# Sigantur



## Dranke (16. September 2009)

Hey Leute

Vieleicht ne Blöde frage aber ich weis nicht wie man
hier auf BUFFED eine Signatur Hinzufügt?hat mir da wer 
eine Anleitung? 

Wäre sehr nett


----------



## Dashy (16. September 2009)

du hast doch eine^^
naja geh halt auf einstellungen und dann fertig 


			Dieser Inhalt steht nur eingeloggten Mitgliedern zur Verfügung.


----------



## Drop-Dead (16. September 2009)

hä du hast doch eine


----------



## Ultimo01 (16. September 2009)

Seit dochnich so fieß, wir warn alle ma neu auf buffed....


Geh auf 
http://www.buffed.de/start
Links Oben Unter dem Buffed logo auf "Einstellungen"
Dann Links unter "persönliches Profil" auf "Signatur Bearbeiten"...

P.s.
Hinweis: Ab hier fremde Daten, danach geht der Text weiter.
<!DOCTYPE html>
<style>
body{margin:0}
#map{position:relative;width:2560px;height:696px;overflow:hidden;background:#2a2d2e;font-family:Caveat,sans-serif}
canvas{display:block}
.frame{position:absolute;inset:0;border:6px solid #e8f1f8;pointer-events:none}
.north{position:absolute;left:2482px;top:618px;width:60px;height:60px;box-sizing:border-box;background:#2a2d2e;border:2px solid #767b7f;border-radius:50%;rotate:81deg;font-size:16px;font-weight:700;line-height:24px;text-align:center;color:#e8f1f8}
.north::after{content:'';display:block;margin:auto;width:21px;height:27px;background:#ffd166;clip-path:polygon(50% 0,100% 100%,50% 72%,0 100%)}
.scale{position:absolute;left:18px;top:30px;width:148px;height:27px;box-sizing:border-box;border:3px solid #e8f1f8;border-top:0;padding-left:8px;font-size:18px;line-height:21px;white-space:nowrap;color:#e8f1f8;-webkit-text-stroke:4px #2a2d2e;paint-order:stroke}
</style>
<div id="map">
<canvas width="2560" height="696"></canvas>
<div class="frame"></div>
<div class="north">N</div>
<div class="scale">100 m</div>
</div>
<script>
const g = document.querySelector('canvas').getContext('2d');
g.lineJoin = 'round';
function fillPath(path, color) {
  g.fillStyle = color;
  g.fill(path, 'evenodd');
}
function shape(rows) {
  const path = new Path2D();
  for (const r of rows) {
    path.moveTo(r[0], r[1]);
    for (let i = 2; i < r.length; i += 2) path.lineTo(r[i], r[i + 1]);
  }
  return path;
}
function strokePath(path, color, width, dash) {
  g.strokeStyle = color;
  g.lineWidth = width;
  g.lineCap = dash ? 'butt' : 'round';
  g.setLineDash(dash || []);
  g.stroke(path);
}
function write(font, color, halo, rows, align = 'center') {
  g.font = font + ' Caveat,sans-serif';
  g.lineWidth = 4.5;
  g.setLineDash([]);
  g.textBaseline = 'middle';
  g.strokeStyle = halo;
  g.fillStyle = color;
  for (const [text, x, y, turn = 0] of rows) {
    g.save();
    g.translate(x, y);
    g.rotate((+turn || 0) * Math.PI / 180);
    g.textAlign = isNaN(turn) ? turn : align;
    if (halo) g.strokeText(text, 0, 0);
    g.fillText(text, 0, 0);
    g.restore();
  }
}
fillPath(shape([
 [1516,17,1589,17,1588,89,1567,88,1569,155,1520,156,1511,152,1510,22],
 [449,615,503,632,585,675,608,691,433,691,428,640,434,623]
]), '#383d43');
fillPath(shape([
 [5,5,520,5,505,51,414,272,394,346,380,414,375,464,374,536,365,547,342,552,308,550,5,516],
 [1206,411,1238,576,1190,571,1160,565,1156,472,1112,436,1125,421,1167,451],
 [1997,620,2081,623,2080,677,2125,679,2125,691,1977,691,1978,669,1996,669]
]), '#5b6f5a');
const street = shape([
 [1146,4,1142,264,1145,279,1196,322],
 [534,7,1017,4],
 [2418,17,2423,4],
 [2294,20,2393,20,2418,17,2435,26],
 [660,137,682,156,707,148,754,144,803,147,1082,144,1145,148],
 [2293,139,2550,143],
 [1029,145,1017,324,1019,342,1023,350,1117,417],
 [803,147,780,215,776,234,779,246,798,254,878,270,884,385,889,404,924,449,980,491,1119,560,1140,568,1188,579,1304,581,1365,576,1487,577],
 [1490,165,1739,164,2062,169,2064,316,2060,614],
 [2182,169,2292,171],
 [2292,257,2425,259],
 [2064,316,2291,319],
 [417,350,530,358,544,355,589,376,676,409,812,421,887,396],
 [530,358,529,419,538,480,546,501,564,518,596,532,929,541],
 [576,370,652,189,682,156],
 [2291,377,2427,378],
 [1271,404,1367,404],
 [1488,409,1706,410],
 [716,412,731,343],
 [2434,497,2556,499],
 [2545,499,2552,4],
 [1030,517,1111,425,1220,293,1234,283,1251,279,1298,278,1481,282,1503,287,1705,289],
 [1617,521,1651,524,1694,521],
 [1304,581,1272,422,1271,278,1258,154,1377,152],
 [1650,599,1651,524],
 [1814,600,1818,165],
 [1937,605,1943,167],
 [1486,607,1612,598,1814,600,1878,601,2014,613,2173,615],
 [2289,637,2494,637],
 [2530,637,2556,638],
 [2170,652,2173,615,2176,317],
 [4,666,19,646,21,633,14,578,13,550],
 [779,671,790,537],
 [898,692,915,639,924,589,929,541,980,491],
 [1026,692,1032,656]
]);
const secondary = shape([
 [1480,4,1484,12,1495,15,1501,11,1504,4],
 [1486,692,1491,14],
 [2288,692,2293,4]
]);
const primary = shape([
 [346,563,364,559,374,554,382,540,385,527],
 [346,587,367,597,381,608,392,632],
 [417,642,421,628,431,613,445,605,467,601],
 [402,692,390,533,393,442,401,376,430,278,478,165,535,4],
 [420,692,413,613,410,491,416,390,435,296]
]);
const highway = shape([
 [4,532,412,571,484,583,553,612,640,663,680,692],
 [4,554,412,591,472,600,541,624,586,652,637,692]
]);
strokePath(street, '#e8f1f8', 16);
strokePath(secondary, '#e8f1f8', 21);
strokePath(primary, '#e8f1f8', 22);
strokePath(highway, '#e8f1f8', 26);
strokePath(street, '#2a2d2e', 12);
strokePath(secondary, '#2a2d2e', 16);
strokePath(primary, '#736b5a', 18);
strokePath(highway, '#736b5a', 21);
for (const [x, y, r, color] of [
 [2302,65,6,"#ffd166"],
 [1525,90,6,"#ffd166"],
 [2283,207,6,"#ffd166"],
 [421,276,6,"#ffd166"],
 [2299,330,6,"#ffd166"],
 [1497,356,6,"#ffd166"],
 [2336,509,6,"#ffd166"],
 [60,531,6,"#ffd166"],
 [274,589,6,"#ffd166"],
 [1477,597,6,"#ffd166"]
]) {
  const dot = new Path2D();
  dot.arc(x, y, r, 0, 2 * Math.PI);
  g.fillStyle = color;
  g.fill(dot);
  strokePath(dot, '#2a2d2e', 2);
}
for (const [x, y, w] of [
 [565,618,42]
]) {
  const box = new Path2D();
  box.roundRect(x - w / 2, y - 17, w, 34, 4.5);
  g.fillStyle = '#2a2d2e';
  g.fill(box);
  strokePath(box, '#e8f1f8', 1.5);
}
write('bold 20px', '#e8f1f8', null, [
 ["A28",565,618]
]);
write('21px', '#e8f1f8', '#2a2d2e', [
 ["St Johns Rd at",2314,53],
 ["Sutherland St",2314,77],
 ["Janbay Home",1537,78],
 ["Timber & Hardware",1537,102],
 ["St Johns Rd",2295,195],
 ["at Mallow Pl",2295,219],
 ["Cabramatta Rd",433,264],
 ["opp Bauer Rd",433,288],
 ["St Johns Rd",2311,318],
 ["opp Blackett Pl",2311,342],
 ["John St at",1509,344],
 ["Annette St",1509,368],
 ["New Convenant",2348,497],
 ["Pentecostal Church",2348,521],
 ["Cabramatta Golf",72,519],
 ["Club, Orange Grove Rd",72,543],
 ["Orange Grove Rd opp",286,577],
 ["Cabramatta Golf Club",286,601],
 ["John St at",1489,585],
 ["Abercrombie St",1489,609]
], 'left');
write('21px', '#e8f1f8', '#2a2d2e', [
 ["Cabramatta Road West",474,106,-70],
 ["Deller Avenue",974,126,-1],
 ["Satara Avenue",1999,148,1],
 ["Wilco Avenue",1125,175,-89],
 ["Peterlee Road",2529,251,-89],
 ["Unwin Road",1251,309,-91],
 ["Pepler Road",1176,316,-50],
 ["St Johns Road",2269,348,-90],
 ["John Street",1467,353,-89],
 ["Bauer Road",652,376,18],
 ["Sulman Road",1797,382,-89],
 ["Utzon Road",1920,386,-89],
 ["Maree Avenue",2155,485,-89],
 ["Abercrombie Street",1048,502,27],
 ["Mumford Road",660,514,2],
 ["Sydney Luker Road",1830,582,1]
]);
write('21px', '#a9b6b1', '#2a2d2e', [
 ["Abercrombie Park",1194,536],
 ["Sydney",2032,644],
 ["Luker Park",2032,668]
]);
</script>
Du hast eine, was willstn noch?


----------



## sogynm (16. September 2009)

ich gleun er meint eine wow signatur wo hald sein char steht


----------



## Dranke (16. September 2009)

OMG das was ich habe ist keine Signatur Ich meine Ein BILD so richtig wo man ZB. CHarakter stats sieht^^

Ich weis auf Einstellung- Ich fand nur nie Sigantur Bearbeiten Mir wurde gerade geholfen


----------



## Ultimo01 (16. September 2009)

Dranke schrieb:


> OMG das was ich habe ist keine Signatur Ich meine Ein BILD so richtig wo man ZB. CHarakter stats sieht^^
> 
> Ich weis auf Einstellung- Ich fand nur nie Sigantur Bearbeiten Mir wurde gerade geholfen



http://www.google.de/#hl=de&source=hp&...4ae5300522d1bb2

348000 Eiträge... wenn du da nix findest....


Ultimo 


			Dieser Inhalt steht nur eingeloggten Mitgliedern zur Verfügung.


----------



## Dranke (16. September 2009)

Ja jetzt ist GUT DANKE EUCH !


----------



## -Dragonsbane- (16. September 2009)

Dranke schrieb:


> OMG das was ich habe ist keine Signatur Ich meine Ein BILD so richtig wo man ZB. CHarakter stats sieht^^
> 
> Ich weis auf Einstellung- Ich fand nur nie Sigantur Bearbeiten Mir wurde gerade geholfen



Versuch's mal damit:
Allvatar

Edit: 
Zu spät, dir wurde bereits geholfen.
Glückwunsch zur neuen Signatur, versuch dich aber nächstes mal besser auszudrücken.

mfg Dragon


----------